Building a home is a fun but challenging project. With so many factors to consider—funding construction, finding a location, choosing a contractor, establishing a budget, picking out plans and features—there’s a lot to think about. With the right tools, it can be within reach.
What is a construction loan?
A construction loan is short-term financing that covers the cost of building a custom home or renovating an existing home. These funds can be used for all the costs related to the project, including permits, materials, labor, and other expenses.
How does a construction loan work?
First, you will apply for your construction loan with a Construction Loan Officer. The process is like a typical mortgage, evaluating your credit worthiness and ability to repay the loan. You will also give the Loan Officer detailed project plans, cost estimates, and builder information. The lender may also require that the builder be approved.

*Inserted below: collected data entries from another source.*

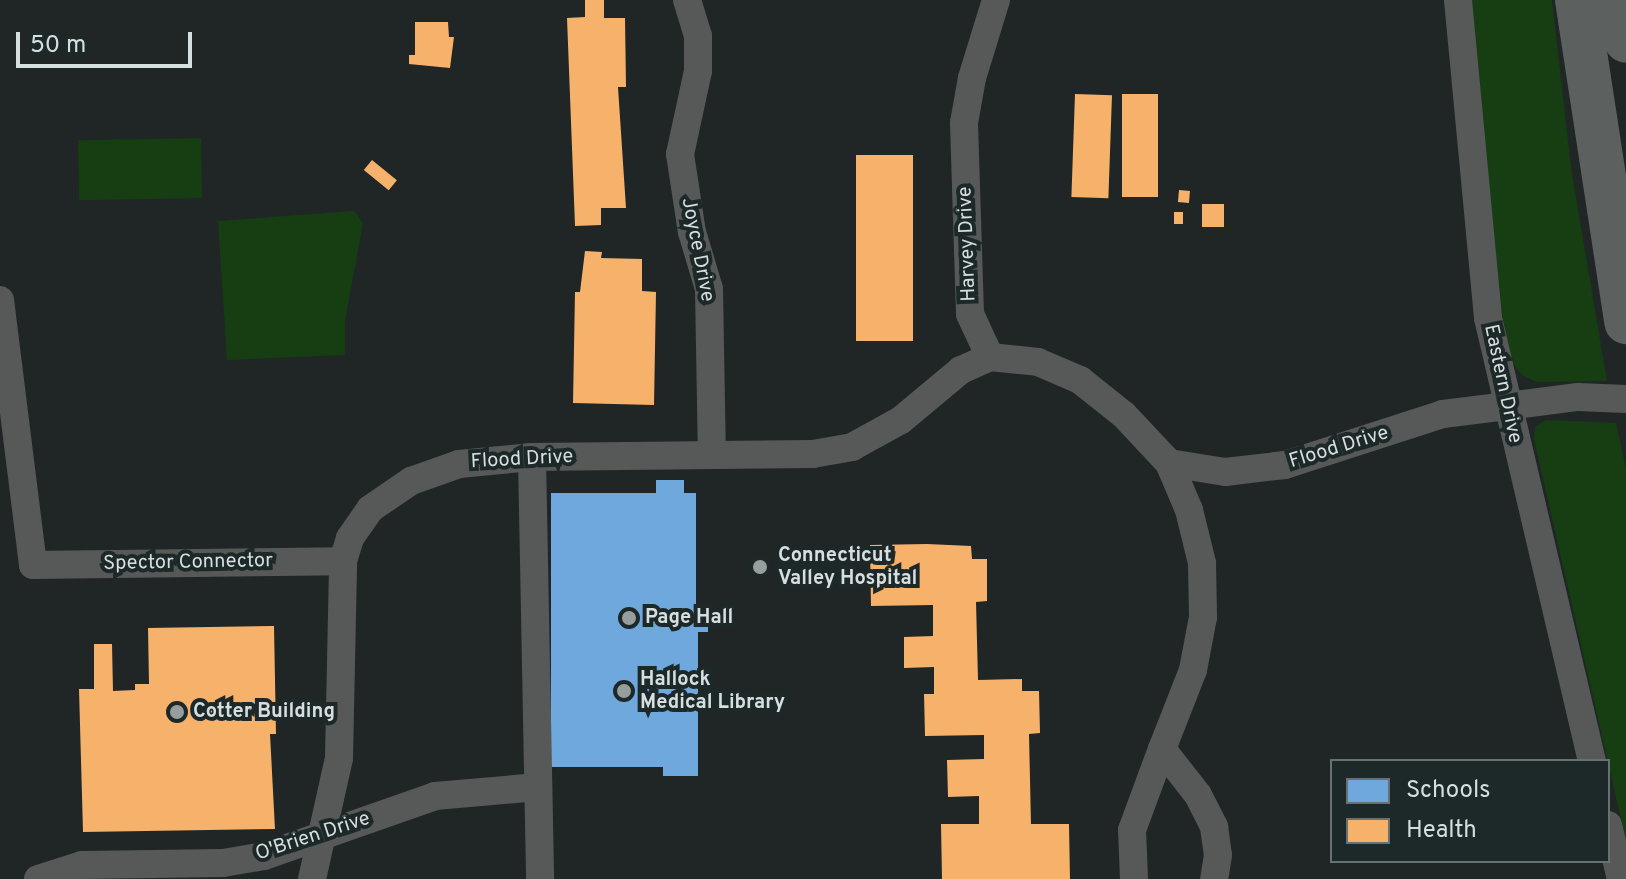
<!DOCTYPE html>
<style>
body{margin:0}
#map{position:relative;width:1626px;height:879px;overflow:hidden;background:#202626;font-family:Overpass,sans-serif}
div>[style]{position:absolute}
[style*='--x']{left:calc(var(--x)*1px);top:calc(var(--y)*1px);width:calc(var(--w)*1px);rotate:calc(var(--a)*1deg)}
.green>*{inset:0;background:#163e12;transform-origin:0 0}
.schools>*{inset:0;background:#6fa8dc}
.health>*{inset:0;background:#f6b26b;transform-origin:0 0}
.street>*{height:28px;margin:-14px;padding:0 14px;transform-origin:14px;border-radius:14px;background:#575959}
.highway>*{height:44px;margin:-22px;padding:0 22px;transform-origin:22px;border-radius:22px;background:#5c605f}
.dots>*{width:22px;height:22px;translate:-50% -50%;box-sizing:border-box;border:4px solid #1d2829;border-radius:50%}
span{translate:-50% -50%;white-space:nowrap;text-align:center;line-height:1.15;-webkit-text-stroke:8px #1d2829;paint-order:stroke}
.street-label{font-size:20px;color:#d7dedf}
.poi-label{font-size:20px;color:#d7dedf;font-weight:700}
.left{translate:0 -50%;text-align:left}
.legend{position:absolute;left:1330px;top:759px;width:280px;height:104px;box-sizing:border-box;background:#1d2829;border:2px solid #677172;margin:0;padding:10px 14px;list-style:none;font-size:24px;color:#d7dedf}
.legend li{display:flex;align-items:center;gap:16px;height:40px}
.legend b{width:40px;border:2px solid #677172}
.scale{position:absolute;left:16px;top:32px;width:176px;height:36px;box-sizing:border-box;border:4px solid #d7dedf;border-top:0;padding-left:10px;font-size:24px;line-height:28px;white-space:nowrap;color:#d7dedf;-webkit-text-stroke:6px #1d2829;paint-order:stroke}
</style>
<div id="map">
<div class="green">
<i style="clip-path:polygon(1472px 0,1552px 0,1571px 168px,1607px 381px,1537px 382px,1522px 375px,1512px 362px,1500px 307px)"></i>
<i style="left:201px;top:138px;width:60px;height:123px;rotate:89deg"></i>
<i style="clip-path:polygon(354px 211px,363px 223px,345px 321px,345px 355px,227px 360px,218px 221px)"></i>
<i style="clip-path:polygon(1546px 420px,1616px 423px,1626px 469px,1626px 841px,1534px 439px,1535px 427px)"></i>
</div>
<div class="schools">
<i style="clip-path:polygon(656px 480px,684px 480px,684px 493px,696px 493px,696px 605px,708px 605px,708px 632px,698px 632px,698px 776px,663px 776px,663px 767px,551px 767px,551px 493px,656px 493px)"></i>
</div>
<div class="health">
<i style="clip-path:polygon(585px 0,604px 0,604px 18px,625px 18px,626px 87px,618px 87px,626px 208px,601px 208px,601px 225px,575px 226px,567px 18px,585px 17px)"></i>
<i style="clip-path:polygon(415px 22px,448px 22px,449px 37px,454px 37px,450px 68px,409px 64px,409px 55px,415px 55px)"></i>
<i style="left:1075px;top:94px;width:37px;height:103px;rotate:2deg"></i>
<i style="left:1122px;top:94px;width:36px;height:103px"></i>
<i style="left:856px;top:155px;width:57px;height:186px"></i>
<i style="left:372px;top:160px;width:32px;height:13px;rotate:39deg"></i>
<i style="left:1179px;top:190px;width:11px;height:12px;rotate:5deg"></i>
<i style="left:1202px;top:204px;width:22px;height:23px"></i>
<i style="left:1174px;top:212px;width:9px;height:12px"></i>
<i style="clip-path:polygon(585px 251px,602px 252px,601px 258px,642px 259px,642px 291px,656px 292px,654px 405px,573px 403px,575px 292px,580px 292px)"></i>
<i style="clip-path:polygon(927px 544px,971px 546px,972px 559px,987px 559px,987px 601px,976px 602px,978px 680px,1022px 679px,1022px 691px,1039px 691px,1040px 733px,1029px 734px,1031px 824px,1069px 824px,1070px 879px,942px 879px,941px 824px,979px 824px,979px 796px,948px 797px,947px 760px,984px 759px,984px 735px,925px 736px,924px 694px,934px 694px,934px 667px,904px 668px,904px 637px,933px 636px,933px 605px,871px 606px,870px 545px)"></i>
<i style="clip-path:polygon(274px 626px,276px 734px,270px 734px,275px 829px,83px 832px,79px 689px,94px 689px,94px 644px,112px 644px,113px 691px,135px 690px,135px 684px,149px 684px,148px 628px)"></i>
</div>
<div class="street">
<i style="--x:687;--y:0;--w:38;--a:73"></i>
<i style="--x:698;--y:36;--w:35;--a:90"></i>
<i style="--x:698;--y:71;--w:85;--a:102.2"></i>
<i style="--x:680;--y:154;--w:79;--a:81.3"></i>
<i style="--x:692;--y:232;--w:59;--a:73.4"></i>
<i style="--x:709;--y:289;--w:166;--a:89"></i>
<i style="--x:996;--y:0;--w:82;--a:107.1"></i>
<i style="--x:972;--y:78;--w:46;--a:100.1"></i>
<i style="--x:964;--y:123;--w:191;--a:88.2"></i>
<i style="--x:970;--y:314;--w:47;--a:65.1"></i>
<i style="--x:990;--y:357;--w:48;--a:5.9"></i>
<i style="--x:1038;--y:362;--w:46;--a:23.2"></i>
<i style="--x:1080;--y:380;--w:56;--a:38.5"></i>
<i style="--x:1124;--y:415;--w:66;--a:46.8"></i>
<i style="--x:1169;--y:463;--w:51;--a:66.9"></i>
<i style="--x:1189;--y:510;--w:55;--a:76.2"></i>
<i style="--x:1202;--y:563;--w:54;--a:88.9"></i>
<i style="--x:1203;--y:617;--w:54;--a:100.7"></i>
<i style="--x:1193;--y:670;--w:85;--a:111.4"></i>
<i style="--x:1162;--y:749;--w:58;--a:52"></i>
<i style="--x:1198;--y:795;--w:36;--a:63"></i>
<i style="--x:1214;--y:827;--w:28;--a:82"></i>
<i style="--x:1218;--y:855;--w:24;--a:99"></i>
<i style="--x:1458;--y:0;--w:319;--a:84.6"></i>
<i style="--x:1488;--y:318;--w:455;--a:76.8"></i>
<i style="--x:0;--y:300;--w:267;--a:82.9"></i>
<i style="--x:33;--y:565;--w:310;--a:-0.7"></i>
<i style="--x:532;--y:457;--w:422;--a:88.9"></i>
<i style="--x:1169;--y:463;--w:57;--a:9.1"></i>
<i style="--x:1225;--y:472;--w:60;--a:-6.7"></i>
<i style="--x:1285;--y:465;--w:166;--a:-17.9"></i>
<i style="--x:1443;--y:414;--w:136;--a:-7.2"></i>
<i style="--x:1578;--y:397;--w:48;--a:2.4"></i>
<i style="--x:1608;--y:825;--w:56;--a:76.5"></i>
<i style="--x:38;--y:879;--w:46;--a:-17.7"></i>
<i style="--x:82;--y:865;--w:141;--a:-0.8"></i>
<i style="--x:223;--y:863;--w:42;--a:-9.7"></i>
<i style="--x:264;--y:856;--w:181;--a:-19.3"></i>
<i style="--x:435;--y:796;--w:103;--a:-5"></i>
<i style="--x:312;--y:879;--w:124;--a:-77.4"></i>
<i style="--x:339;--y:758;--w:197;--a:-88.8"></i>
<i style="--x:343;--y:561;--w:24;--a:-73"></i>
<i style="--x:350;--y:538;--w:35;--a:-55"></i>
<i style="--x:370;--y:509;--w:50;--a:-34.3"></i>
<i style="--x:411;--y:481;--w:51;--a:-19.5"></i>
<i style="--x:459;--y:464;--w:73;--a:-5.5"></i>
<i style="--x:532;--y:457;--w:281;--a:-0.6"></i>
<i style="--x:813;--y:454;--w:40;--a:-10"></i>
<i style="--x:852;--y:447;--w:56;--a:-28.9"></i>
<i style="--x:901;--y:420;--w:78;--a:-39.8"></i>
<i style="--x:961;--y:370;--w:32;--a:-24"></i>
<i style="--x:1134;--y:879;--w:49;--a:-92.3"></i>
<i style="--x:1132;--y:830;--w:86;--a:-69.7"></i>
</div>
<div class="highway">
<i style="--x:1577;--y:0;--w:326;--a:81.3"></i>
<i style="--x:1620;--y:0;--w:41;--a:81.7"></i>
</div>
<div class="dots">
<i style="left:760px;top:567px;background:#979e9e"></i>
<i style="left:629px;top:618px;background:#979e9e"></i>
<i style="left:624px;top:691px;background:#979e9e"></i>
<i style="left:177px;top:712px;background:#979e9e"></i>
</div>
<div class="street-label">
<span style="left:968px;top:244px;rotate:-92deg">Harvey Drive</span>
<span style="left:697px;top:250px;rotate:79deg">Joyce Drive</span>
<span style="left:1502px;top:384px;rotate:78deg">Eastern Drive</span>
<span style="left:1339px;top:448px;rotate:-17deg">Flood Drive</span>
<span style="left:522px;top:460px;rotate:-3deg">Flood Drive</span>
<span style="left:188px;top:563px;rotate:-1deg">Spector Connector</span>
<span style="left:313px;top:837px;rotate:-18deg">O'Brien Drive</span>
</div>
<div class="poi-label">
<span class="left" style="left:778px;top:568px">Connecticut<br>Valley Hospital</span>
<span class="left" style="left:645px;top:618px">Page Hall</span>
<span class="left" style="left:640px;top:692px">Hallock<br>Medical Library</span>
<span class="left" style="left:193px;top:712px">Cotter Building</span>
</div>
<ul class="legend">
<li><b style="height:22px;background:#6fa8dc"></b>Schools</li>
<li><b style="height:22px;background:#f6b26b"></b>Health</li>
</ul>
<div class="scale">50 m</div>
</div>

If approved, your payment typically is interest only payments on the amount that’s been dispersed plus taxes and insurance.
Unlike a traditional mortgage that is paid in a lump sum, a construction loan disperses payments, also called draws, to your builder as building progresses. Draws are paid upon builder/client request. At each draw, your Loan Officer will check the progress of construction before releasing funds to the builder. Paying down the principal starts upon completion of your home with the start of your permanent financing.
Types of Construction Loans
Sometimes referred to as a one-time close loan, this construction-to-permanent loan will fund the construction process and then convert to a permanent mortgage upon completion of building. This loan has one application, a single qualification process, and one upfront set of closing costs and fees.
This loan will fund only the construction of your home. After your home is built, you’ll need to get a separate loan to refinance the construction loan into a mortgage. The new mortgage will have its own application, qualifications, terms, and closing costs.
Before you Break Ground
Building your home starts with a good foundation—literally and figuratively! Arm yourself with knowledge to help you make informed decisions before you begin and at every stage of the process.
- Understand your loan options, the rates and terms of those options, and the costs and fees.
- Secure the right financing from a trusted lender.
- Know your budget.
- Choose a reputable and professional builder.
- Understand the contract between you and your builder.